The result is about 600 lines of Python. This is split into 3 roughly equally sized pieces: ghcn.py, series.py, zontem.py. ghcn.py understands the GHCN-M v3 file format for data and metadata (this is vital, but scientifically uninteresting); series.py is borrowed from the ccc-gistemp project and consists of the detailed routines to combine monthly records and to convert to anomalies; zontem.py is the main driver algorithm, it allocates stations to zones, and picks a particular order to combine station records.

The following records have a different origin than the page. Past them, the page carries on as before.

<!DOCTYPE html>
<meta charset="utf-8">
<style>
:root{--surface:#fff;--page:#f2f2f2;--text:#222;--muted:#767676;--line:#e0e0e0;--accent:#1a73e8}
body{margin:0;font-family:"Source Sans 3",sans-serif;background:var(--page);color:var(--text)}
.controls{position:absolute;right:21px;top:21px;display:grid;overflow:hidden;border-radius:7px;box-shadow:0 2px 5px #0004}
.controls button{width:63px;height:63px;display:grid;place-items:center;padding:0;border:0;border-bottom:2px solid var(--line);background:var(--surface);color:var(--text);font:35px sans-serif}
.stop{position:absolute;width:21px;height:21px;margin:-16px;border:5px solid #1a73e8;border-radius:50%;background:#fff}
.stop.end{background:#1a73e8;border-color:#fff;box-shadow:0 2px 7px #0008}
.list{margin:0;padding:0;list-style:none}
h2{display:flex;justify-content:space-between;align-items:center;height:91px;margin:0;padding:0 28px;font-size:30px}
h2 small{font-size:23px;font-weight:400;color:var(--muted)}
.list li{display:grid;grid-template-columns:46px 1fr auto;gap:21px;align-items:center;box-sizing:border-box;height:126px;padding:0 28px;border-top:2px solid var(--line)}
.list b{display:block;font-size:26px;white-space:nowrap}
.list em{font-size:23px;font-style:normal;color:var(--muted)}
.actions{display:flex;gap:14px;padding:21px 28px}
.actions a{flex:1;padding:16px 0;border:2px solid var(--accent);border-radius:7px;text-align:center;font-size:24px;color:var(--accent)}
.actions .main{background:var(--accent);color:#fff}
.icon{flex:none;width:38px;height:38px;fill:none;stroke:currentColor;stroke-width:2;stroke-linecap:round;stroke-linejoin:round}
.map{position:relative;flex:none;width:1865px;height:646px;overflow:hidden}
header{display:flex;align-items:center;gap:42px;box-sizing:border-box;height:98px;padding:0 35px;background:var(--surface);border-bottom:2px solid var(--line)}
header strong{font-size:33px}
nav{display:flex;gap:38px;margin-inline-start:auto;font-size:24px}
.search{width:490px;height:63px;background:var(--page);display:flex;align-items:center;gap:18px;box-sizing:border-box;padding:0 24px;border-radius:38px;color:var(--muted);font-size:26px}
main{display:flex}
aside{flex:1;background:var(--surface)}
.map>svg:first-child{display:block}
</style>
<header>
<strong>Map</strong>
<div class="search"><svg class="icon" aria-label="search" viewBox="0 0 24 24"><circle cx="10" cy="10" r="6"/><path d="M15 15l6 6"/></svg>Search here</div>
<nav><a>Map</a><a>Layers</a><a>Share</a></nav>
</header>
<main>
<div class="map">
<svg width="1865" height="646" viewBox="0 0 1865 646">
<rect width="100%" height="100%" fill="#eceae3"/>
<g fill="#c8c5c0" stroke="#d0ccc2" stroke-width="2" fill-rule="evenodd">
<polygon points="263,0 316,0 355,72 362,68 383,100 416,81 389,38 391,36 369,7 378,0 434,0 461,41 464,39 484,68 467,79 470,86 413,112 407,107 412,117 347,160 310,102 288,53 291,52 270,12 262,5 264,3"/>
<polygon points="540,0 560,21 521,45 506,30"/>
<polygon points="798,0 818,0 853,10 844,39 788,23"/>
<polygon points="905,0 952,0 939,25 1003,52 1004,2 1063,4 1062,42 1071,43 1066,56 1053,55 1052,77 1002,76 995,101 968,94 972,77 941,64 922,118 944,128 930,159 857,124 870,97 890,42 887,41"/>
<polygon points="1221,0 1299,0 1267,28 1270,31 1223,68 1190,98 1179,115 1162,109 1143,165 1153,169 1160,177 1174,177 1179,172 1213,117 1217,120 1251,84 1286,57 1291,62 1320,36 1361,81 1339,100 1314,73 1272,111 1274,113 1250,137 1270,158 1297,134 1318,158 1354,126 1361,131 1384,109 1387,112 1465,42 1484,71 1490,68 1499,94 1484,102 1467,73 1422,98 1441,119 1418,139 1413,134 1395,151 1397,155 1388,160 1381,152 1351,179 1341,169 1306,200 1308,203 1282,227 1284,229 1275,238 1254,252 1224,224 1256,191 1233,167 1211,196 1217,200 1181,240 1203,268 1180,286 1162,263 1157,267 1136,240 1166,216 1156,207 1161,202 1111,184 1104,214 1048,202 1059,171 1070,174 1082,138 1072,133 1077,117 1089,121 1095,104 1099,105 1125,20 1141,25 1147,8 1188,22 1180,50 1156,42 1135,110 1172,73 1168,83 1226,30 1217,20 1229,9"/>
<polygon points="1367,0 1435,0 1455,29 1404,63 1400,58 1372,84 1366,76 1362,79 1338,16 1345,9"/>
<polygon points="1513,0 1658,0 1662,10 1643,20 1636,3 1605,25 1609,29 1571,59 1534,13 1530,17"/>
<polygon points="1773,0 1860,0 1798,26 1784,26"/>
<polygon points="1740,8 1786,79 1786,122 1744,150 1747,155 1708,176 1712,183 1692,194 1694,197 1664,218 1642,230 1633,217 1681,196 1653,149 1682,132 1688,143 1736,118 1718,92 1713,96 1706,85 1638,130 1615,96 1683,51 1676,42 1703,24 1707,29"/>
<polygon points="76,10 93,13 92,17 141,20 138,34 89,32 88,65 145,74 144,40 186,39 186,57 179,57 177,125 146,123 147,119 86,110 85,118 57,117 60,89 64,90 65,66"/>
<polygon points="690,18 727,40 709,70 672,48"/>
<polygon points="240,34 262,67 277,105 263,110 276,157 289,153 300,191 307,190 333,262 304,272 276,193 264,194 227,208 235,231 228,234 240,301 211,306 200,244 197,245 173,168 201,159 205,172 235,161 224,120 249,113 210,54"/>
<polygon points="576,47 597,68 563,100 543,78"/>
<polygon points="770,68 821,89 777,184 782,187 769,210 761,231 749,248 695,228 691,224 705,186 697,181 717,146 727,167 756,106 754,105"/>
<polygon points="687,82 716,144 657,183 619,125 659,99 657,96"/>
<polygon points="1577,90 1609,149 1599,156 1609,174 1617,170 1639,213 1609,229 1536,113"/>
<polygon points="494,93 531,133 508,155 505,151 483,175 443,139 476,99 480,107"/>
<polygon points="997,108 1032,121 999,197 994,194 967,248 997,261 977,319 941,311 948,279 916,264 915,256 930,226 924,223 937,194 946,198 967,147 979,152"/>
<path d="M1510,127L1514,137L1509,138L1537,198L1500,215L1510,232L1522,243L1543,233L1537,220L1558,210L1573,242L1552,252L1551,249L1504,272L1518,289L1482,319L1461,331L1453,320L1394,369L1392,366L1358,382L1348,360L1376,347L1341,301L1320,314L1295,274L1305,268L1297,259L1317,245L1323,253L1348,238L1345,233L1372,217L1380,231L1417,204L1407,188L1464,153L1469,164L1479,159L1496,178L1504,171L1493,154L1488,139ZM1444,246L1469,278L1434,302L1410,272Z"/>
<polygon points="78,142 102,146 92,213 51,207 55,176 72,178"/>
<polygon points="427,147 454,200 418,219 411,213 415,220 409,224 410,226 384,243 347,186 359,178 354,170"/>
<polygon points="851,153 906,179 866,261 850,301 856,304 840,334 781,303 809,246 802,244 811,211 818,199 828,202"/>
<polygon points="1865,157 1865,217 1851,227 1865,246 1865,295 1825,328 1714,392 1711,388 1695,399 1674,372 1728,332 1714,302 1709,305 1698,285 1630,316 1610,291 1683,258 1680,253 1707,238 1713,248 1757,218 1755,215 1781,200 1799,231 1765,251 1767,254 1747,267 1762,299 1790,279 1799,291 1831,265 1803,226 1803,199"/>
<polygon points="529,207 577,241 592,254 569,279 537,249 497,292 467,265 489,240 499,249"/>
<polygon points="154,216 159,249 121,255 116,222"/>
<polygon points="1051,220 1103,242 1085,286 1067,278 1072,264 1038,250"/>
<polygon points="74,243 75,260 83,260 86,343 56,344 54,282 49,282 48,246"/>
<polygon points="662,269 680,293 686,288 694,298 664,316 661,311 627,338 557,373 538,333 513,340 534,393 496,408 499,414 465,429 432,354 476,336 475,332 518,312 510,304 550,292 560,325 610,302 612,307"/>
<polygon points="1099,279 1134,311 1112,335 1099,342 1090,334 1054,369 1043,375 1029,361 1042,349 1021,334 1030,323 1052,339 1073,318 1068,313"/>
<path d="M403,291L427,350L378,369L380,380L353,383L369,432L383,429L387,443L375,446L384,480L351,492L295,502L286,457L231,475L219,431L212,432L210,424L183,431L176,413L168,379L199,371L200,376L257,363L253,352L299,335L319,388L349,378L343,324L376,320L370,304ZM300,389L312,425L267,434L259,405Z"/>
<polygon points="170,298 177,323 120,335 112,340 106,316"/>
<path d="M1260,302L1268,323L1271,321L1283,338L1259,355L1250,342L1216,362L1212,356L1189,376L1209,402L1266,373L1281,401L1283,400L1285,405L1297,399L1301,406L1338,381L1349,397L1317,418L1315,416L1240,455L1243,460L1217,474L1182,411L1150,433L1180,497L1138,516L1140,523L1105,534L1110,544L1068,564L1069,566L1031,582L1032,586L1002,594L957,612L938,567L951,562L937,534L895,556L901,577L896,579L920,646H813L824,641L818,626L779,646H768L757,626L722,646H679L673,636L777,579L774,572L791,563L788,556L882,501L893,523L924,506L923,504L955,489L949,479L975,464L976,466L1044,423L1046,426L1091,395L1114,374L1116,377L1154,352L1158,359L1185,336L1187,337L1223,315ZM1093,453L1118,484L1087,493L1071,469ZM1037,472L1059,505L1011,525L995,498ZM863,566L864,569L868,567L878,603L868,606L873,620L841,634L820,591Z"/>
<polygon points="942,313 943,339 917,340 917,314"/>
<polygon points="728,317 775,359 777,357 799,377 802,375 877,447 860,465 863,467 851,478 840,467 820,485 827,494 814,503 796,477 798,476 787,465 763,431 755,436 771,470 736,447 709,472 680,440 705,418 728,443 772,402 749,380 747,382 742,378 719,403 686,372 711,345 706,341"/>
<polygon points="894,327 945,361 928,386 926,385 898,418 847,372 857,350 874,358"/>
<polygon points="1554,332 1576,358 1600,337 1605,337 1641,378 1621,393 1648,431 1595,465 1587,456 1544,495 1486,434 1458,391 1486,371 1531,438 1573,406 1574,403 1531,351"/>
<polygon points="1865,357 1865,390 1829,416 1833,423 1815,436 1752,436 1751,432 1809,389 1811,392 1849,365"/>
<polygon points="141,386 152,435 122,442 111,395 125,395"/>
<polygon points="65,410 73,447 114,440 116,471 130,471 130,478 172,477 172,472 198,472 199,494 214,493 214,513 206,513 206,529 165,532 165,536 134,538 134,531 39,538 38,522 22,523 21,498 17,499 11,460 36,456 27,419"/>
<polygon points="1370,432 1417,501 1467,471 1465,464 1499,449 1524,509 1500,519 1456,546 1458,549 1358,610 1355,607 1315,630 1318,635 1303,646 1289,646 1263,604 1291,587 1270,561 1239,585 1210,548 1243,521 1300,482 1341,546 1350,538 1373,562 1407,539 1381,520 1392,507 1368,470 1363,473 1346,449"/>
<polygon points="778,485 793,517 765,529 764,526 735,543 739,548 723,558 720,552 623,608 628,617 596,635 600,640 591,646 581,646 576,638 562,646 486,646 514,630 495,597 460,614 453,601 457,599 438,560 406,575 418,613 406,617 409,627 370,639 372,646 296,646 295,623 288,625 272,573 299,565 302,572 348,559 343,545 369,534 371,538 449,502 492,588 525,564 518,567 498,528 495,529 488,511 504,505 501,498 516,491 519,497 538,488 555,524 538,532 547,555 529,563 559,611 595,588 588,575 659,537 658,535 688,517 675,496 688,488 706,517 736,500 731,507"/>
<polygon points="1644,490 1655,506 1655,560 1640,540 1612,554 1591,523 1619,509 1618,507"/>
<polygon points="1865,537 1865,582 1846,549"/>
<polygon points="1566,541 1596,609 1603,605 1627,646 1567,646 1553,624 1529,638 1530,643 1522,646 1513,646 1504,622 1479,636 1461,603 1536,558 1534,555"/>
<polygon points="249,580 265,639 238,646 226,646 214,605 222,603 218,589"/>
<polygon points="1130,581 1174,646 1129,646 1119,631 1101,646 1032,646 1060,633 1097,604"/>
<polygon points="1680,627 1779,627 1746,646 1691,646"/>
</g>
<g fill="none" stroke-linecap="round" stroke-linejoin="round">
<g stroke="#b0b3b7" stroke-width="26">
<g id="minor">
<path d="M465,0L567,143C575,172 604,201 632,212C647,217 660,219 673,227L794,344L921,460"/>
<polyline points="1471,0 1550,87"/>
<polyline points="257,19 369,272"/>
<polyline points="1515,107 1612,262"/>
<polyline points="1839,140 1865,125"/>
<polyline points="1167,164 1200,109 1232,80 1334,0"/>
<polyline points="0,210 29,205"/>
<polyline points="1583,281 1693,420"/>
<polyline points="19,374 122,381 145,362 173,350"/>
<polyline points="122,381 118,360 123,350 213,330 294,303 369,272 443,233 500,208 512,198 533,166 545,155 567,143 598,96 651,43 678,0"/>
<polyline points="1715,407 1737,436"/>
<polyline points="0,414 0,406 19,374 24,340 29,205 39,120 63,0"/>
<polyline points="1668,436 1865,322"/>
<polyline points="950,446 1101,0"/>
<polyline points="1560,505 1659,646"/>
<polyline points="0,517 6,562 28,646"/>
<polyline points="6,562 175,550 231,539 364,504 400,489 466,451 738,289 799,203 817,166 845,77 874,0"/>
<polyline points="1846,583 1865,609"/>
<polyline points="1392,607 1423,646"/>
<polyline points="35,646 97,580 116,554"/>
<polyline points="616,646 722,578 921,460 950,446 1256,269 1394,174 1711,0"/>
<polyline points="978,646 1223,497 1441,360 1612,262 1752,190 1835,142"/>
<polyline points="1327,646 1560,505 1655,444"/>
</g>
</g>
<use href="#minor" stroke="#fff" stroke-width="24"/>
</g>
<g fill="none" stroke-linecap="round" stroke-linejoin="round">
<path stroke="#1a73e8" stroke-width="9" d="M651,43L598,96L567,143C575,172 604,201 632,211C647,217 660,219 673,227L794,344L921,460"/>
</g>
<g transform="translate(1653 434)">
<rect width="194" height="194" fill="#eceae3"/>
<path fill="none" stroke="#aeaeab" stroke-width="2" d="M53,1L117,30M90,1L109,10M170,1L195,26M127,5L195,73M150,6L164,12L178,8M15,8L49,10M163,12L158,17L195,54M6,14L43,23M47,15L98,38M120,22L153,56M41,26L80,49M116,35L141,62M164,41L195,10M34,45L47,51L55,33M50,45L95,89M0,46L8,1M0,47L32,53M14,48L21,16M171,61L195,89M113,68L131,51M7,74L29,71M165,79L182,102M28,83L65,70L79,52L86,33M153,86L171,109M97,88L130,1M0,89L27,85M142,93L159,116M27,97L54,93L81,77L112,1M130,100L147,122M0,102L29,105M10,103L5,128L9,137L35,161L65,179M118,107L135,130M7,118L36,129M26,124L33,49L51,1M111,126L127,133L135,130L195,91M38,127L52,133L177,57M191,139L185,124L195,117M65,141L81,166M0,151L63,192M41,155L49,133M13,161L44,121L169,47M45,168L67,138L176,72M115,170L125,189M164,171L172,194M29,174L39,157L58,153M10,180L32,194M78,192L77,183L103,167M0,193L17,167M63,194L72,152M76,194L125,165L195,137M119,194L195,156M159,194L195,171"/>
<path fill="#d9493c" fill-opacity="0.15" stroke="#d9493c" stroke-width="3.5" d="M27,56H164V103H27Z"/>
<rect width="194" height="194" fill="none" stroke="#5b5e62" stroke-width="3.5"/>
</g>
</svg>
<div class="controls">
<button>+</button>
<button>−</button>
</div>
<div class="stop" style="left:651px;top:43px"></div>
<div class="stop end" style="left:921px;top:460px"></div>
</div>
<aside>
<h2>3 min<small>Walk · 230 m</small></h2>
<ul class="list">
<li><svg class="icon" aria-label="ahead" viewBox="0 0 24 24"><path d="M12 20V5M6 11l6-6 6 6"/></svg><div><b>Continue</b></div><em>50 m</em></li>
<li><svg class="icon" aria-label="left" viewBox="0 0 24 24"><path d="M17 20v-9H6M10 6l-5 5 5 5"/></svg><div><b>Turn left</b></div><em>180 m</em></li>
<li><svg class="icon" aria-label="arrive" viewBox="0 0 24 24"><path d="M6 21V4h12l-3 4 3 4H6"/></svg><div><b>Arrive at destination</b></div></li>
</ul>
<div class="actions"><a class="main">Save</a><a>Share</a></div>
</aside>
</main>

A good chunk of zontem.py is concerned with finding files and parsing command line arguments. The actual interesting bit, the core of the ZONTEM algorithm, is expressed as a very short Python function:
def zontem(input, n_zones): zones = split(input, n_zones) zonal_average = map(combine_stations, zones) global_average = combine_stations(zonal_average) global_annual_average = annual_anomaly(global_average.series) zonal_annual_average = [ annual_anomaly(zonal.series) for zonal in zonal_average] return global_annual_average, zonal_annual_average
This is a useful 7 line summary of the algorithm even though it glosses over some essential details (how are stations split into zones? How are station records combined together?). The details are of course found in the remaining source code.
I like to think of ZONTEM as a napkin explanation of how a simple way to estimate global historical temperature change works. I can imagine describing the whole thing over a couple of pints in the pub. ZONTEM has probably been simplified to the point where it is no longer useful to Science. But that does not mean it is not useful for Science Communication. In just the same way we might use a simplified sketch of a cell or an atom to explain how a real cell or atom works, ZONTEM is a sketch of a program to explain how a real (“better”) analysis works.
If ZONTEM seems simplistic because it doesn’t increase coverage by using ocean data, well, that’s because GISTEMP and HadCRUT4 do that. If it seems simplistic because it doesn’t produce gridded maps at monthly resolution, well, that’s because Berkeley Earth (and the others) do that. Every way in which ZONTEM has been made simpler is probably a way in which NASA GISTEMP, or a similar analysis that already exists, gets a more accurate result.